**Prompt:**
What is needed is the number of lines below that contain the word "aria", with no other output.

Data extracted from a collection:
-=-=-=-=-

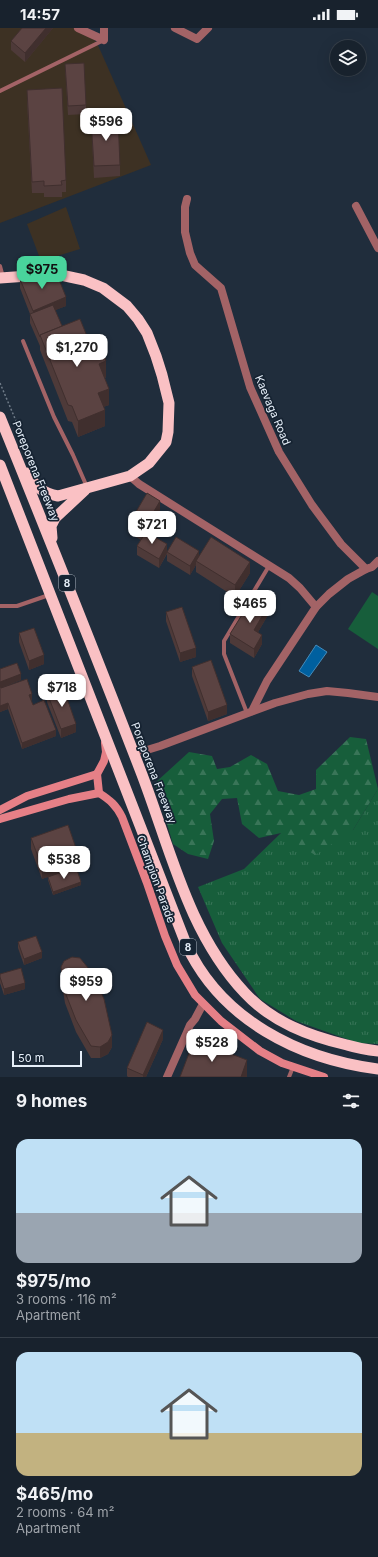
<!DOCTYPE html>
<html lang="en">
<head>
<meta charset="utf-8">
<style>
	body { margin:0; font-family:Inter,sans-serif; background:#212a35; color:#f1f3f6; height:100vh; display:flex; flex-direction:column; font-size:15px; white-space:nowrap }
	* { box-sizing:border-box; margin:0 }
	p { font-size:13px; color:#9fa4aa }
	.icon { flex:none; width:22px; height:22px; fill:none; stroke:currentColor; stroke-width:2; stroke-linecap:round; stroke-linejoin:round }
	.map { position:relative; height:1049px; overflow:hidden }
	.drawer { display:flex; flex-direction:column; background:#18222d; flex:1 }
	.drawer>* { flex:none }
	.tools { position:absolute; left:330px; top:12px; display:grid; gap:8px }
	.tools a { display:grid; place-items:center; width:36px; height:36px; border-radius:50%; background:#18222d; box-shadow:0 4px 16px #0002,0 0 0 1px #363f49; font-size:20px }
	.scale { position:absolute; left:12px; bottom:10px; width:70px; box-sizing:border-box; padding-left:4px; border:2px solid #e6eff9; border-top:0; font-size:11px; line-height:14px; white-space:nowrap; color:#e6eff9; -webkit-text-stroke:3px #162332; paint-order:stroke }
	.price { position:absolute; translate:-50% -34px; padding:0 9px; border-radius:8px; background:#fff; color:#222; font-size:13px; line-height:26px; filter:drop-shadow(0 1px 2px #0008) }
	.price::after { content:''; position:absolute; left:50%; top:24px; width:12px; height:9px; margin-left:-6px; background:inherit; clip-path:polygon(0 0,100% 0,50% 100%) }
	.price.on { background:#49d49c; color:#111 }
	ul { padding:0; list-style:none }
	li { display:grid; align-content:center; gap:8px; height:212px; padding:0 16px }
	li+li { border-top:1px solid #363f49 }
	li span { display:grid; place-items:center; height:124px; border-radius:12px; color:#555 }
	li>.icon { margin-inline-start:auto }
	span .icon { width:72px; height:72px; fill:#fffc; stroke-width:1 }
	li b { font-size:17px }
	h2 { display:flex; justify-content:space-between; align-items:center; height:48px; padding:0 16px; font-size:17px }
	.status { display:flex; justify-content:space-between; align-items:center; height:28px; padding:0 20px; background:#18222d; direction:ltr }
	.status svg { height:11px; fill:currentColor }
	.map>svg:first-child { display:block }
	.commercial { fill:#3d3123 }
	.grass { fill:url(#grass-tufts) }
	.forest { fill:url(#forest-firs) }
	.pitch { fill:#175e3b }
	.water { fill:#00609f; stroke:#458bba }
	.lines { fill:none; stroke-linecap:round; stroke-linejoin:round }
	.path { stroke:#6f7b88; stroke-width:1.5; stroke-dasharray:2 2; stroke-linecap:butt }
	.service { stroke:#a36366; stroke-width:4 }
	.minor { stroke:#a36366; stroke-width:8 }
	.tertiary { stroke:#a36366; stroke-width:8 }
	.secondary { stroke:#e68087; stroke-width:8 }
	.trunk { stroke:#fac1c4; stroke-width:11 }
	.wall { fill:#4e3a39 }
	.shaded-wall { fill:#402f2e }
	.building { fill:#5b4342; stroke:#402f2e }
	.labels { text-anchor:middle; stroke-width:3.5; stroke-linejoin:round; paint-order:stroke }
	.shield { fill:#162332; stroke:#a8b2bd; stroke-width:1 }
	.shield-label { font-size:10px; font-weight:bold; fill:#e6eff9 }
	.street-label { font-size:11px; fill:#e6eff9; stroke:#162332 }
</style>
</head>
<body>
<div class="status"><b>14:57</b><svg viewBox="0 0 49 12"><path d="M0 12V9h3v3zM5 12V6h3v6zM10 12V3h3v9zM15 12V0h3v12zM26 1h20v11H26zM47 4h2v5h-2z"/></svg></div>
<div class="map">
<svg width="378" height="1049" viewBox="0 0 378 1049">
	<defs>
		<pattern id="grass-tufts" width="24" height="20" patternUnits="userSpaceOnUse"><rect width="24" height="20" fill="#175e3b"/><path d="M3 7l-1-3M5 7V3M7 7l1-3M15 17l-1-3M17 17v-4M19 17l1-3" fill="none" stroke="#397558"/></pattern>
		<pattern id="forest-firs" width="22" height="20" patternUnits="userSpaceOnUse"><rect width="22" height="20" fill="#175e3b"/><path d="M5 1l3.5 6h-7zM16 11l3.5 6h-7z" fill="#397558"/></pattern>
	</defs>
	<rect width="100%" height="100%" fill="#202d3c"/>
	<!-- commercial -->
	<g class="commercial">
		<polygon points="0,0 83,0 97,15 151,137 0,195"/>
		<polygon points="66,179 80,221 41,233 27,196"/>
	</g>
	<!-- grass -->
	<polygon class="grass" points="378,761 378,1016 358,1015 296,993 260,971 222,915 198,859 244,841 281,805 353,802"/>
	<!-- forest -->
	<polygon class="forest" points="350,709 366,711 378,761 353,802 315,827 281,805 259,810 242,796 237,770 222,771 210,786 214,813 208,831 188,826 173,816 155,755 189,724 212,728 217,741 230,739 251,727 267,736 278,763 299,767 316,761 316,742"/>
	<!-- pitch -->
	<polygon class="pitch" points="372,564 378,568 378,621 348,601"/>
	<!-- water -->
	<polygon class="water" points="316,617 327,624 309,649 299,643"/>
	<g class="lines">
		<!-- path -->
		<polyline class="path" points="0,355 35,438"/>
		<!-- service -->
		<g class="service">
			<polyline points="0,63 104,12"/>
			<polyline points="0,238 3,249"/>
			<polyline points="23,313 54,389 73,427 87,459"/>
			<polyline points="0,578 17,578 49,567"/>
			<polyline points="247,685 224,626 224,613 269,538"/>
			<polyline points="289,1049 293,1039"/>
		</g>
		<!-- minor -->
		<g class="minor">
			<polyline points="78,0 104,12 104,0"/>
			<polyline points="175,0 197,11 208,0"/>
			<polyline points="187,171 185,179 185,204 190,225 195,237 221,260 250,359 279,424 312,477 341,516 366,541"/>
			<polyline points="356,178 378,220"/>
			<polyline points="130,448 139,456 289,550 300,560 316,579"/>
			<polyline points="252,683 267,653 316,579 329,566 348,551 366,541 372,539 378,533"/>
			<polyline points="167,1049 187,1004 190,997 195,991 203,976"/>
		</g>
		<!-- tertiary -->
		<polyline class="tertiary" points="132,723 147,722 160,718 275,675 308,666 327,663 348,665 378,669"/>
		<!-- secondary -->
		<g class="secondary">
			<polyline points="99,765 97,746 104,733 106,724 105,715"/>
			<polyline points="0,782 27,768 97,746"/>
			<path d="M0,791L69,771L99,765C110,772 116,777 122,789L147,855L165,908L177,937L195,967L221,993L260,1023L282,1035L324,1049"/>
		</g>
		<!-- trunk -->
		<g class="trunk">
			<path d="M0,250L56,246L84,252L103,260L127,278L138,291L147,305L156,328L162,347L169,375L168,404L166,414L149,435L130,448L58,468C42,465 36,459 27,445"/>
			<path d="M0,389C48,507 95,625 141,744C170,819 188,905 245,965C272,994 309,1008 347,1017C357,1020 368,1022 378,1023"/>
			<path d="M0,437L186,916C221,992 299,1031 378,1041"/>
			<polyline points="52,510 51,498 55,490 85,462"/>
		</g>
	</g>
	<!-- wall -->
	<g class="wall">
		<polygon points="22,0 53,0 25,34 11,22 11,13"/>
		<polygon points="65,36 86,77 86,86 68,87"/>
		<polygon points="27,62 66,152 66,164 62,164 62,169 44,169 44,165 32,165 27,73"/>
		<polygon points="91,91 120,137 120,148 94,150"/>
		<polygon points="20,251 47,253 66,278 55,282 62,298 93,323 106,349 105,350 109,377 103,379 105,398 78,409 72,394 68,393 40,322 40,318 30,295 30,286 20,260"/>
		<polygon points="160,482 147,504 167,524 199,528 250,545 235,569 196,544 196,537 190,547 167,533 167,526 159,540 137,527 137,518 141,512 129,505 129,496"/>
		<polygon points="166,584 196,629 180,634 166,593"/>
		<polygon points="268,587 258,604 262,616 254,630 230,615 230,606"/>
		<polygon points="19,605 44,636 29,642 19,614"/>
		<polygon points="192,639 227,686 208,693 192,648"/>
		<polygon points="0,641 21,652 1,660 32,672 31,672 33,677 56,708 22,721 8,681 0,684"/>
		<polygon points="47,665 76,704 61,710 47,674"/>
		<polygon points="31,810 78,838 42,851 31,821"/>
		<polygon points="48,849 81,857 53,867 48,852"/>
		<polygon points="18,914 42,930 24,937 18,920"/>
		<polygon points="61,939 112,1019 108,1026 100,1030 91,1030 76,1004 65,975 61,950"/>
		<polygon points="0,946 25,961 4,967 0,955"/>
		<polygon points="163,1011 146,1049 128,1049 127,1048 127,1040"/>
	</g>
	<!-- shaded-wall -->
	<g class="shaded-wall">
		<polygon points="46,0 53,0 25,34 25,25"/>
		<polygon points="66,269 66,278 33,291 33,283"/>
		<polygon points="106,333 106,349 99,352 99,336"/>
		<polygon points="109,361 109,377 98,381 98,365"/>
		<polygon points="105,382 105,398 78,409 78,393"/>
		<polygon points="160,473 160,482 142,513 142,504"/>
		<polygon points="167,516 167,525 159,540 159,531"/>
		<polygon points="199,523 199,532 196,533 196,537 190,547 190,538"/>
		<polygon points="250,534 250,545 235,569 235,557"/>
		<polygon points="268,578 268,587 254,611 254,602"/>
		<polygon points="262,607 262,616 254,630 254,621"/>
		<polygon points="196,620 196,629 180,634 180,625"/>
		<polygon points="44,627 44,636 29,642 29,633"/>
		<polygon points="21,646 21,652 0,660 0,654"/>
		<polygon points="32,666 32,672 29,673 29,667"/>
		<polygon points="8,675 8,681 0,684 0,678"/>
		<polygon points="227,677 227,686 208,693 208,684"/>
		<polygon points="76,696 76,704 61,710 61,701"/>
		<polygon points="56,702 56,708 22,721 22,715"/>
		<polygon points="78,826 78,838 42,851 42,839"/>
		<polygon points="81,854 81,857 53,867 53,864"/>
		<polygon points="42,924 42,930 24,937 24,931"/>
		<polygon points="25,955 25,961 4,967 4,961"/>
		<polygon points="163,1002 163,1011 146,1049 143,1049 143,1047"/>
		<polygon points="112,1007 112,1019 108,1026 100,1030 100,1019"/>
		<polygon points="247,1032 247,1049 241,1049"/>
	</g>
	<!-- building -->
	<g class="building">
		<polygon points="22,0 46,0 25,25 11,13"/>
		<polygon points="84,35 86,77 68,78 65,36"/>
		<polygon points="62,60 66,152 61,153 62,157 44,158 44,153 32,154 27,62"/>
		<polygon points="118,90 120,137 94,138 91,91"/>
		<polygon points="43,241 47,253 58,249 66,269 33,283 20,251"/>
		<polygon points="53,277 62,298 40,307 40,309 30,286"/>
		<polygon points="80,291 93,323 101,320 106,333 99,336 109,361 98,365 105,382 78,393 72,378 68,377 40,307"/>
		<polygon points="147,465 160,473 142,504 129,496"/>
		<polygon points="146,504 167,516 159,531 137,518"/>
		<polygon points="176,509 199,523 190,538 167,524"/>
		<polygon points="211,509 250,534 235,557 196,533"/>
		<polygon points="253,569 268,578 254,602 262,607 254,621 230,606"/>
		<polygon points="182,579 196,620 180,625 166,584"/>
		<polygon points="34,600 44,627 29,633 19,605"/>
		<polygon points="211,632 227,677 208,684 192,639"/>
		<polygon points="17,635 21,646 0,654 0,641"/>
		<polygon points="27,651 32,666 29,667 33,677 44,672 56,702 22,715 8,675 0,678 0,657 1,660"/>
		<polygon points="63,659 76,696 61,701 47,665"/>
		<polygon points="68,797 78,826 42,839 31,810"/>
		<polygon points="76,839 81,854 53,864 48,849"/>
		<polygon points="36,908 42,924 24,931 18,914"/>
		<polygon points="72,929 80,930 93,946 104,971 112,1007 108,1014 100,1019 91,1018 76,992 65,964 61,939 64,933"/>
		<polygon points="21,940 25,955 4,961 0,949 0,946"/>
		<polygon points="147,994 163,1002 143,1047 127,1040"/>
		<polygon points="194,1012 247,1032 241,1049 180,1049"/>
	</g>
	<g class="labels">
		<!-- shield labels -->
		<g class="shield">
			<rect x="59" y="547" width="16" height="16" rx="3"/>
			<rect x="180" y="911" width="16" height="16" rx="3"/>
		</g>
		<g class="shield-label">
			<text x="67" y="559">8</text>
			<text x="188" y="923">8</text>
		</g>
		<!-- street labels -->
		<g class="street-label">
			<text transform="translate(273 382) rotate(67)" y="4">Kaevaga Road</text>
			<text transform="translate(36 443) rotate(68)" y="4">Poreporena Freeway</text>
			<text transform="translate(154 745) rotate(69)" y="4">Poreporena Freeway</text>
			<text transform="translate(156 851) rotate(70)" y="4">Champion Parade</text>
		</g>
	</g>
</svg>
<div class="tools">
<a><svg class="icon" aria-label="layers" viewBox="0 0 24 24"><path d="M12 4l9 5-9 5-9-5zM3 14l9 5 9-5"/></svg></a>
</div>
<div class="scale">50 m</div>
<b class="price" style="left:106px;top:114px">$596</b>
<b class="price on" style="left:42px;top:262px">$975</b>
<b class="price" style="left:77px;top:340px">$1,270</b>
<b class="price" style="left:152px;top:517px">$721</b>
<b class="price" style="left:250px;top:596px">$465</b>
<b class="price" style="left:62px;top:680px">$718</b>
<b class="price" style="left:64px;top:852px">$538</b>
<b class="price" style="left:86px;top:974px">$959</b>
<b class="price" style="left:212px;top:1035px">$528</b>
</div>
<section class="drawer">
<h2>9 homes<svg class="icon" aria-label="filters" viewBox="0 0 24 24"><path d="M4 7h16M4 17h16"/><circle cx="9" cy="7" r="2"/><circle cx="15" cy="17" r="2"/></svg></h2>
<ul>
<li><span style="background:linear-gradient(#bfe0f5 60%,#9aa5b1 0)"><svg class="icon" aria-label="home" viewBox="0 0 24 24"><path d="M3 11l9-7 9 7M6 9v11h12V9"/></svg></span><div><b>$975/mo</b><p>3 rooms · 116 m²</p><p>Apartment</p></div></li>
<li><span style="background:linear-gradient(#bfe0f5 65%,#c2b280 0)"><svg class="icon" aria-label="home" viewBox="0 0 24 24"><path d="M3 11l9-7 9 7M6 9v11h12V9"/></svg></span><div><b>$465/mo</b><p>2 rooms · 64 m²</p><p>Apartment</p></div></li>
</ul>
</section>
</body>
</html>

-=-=-=-=-

**Exercise result:**
4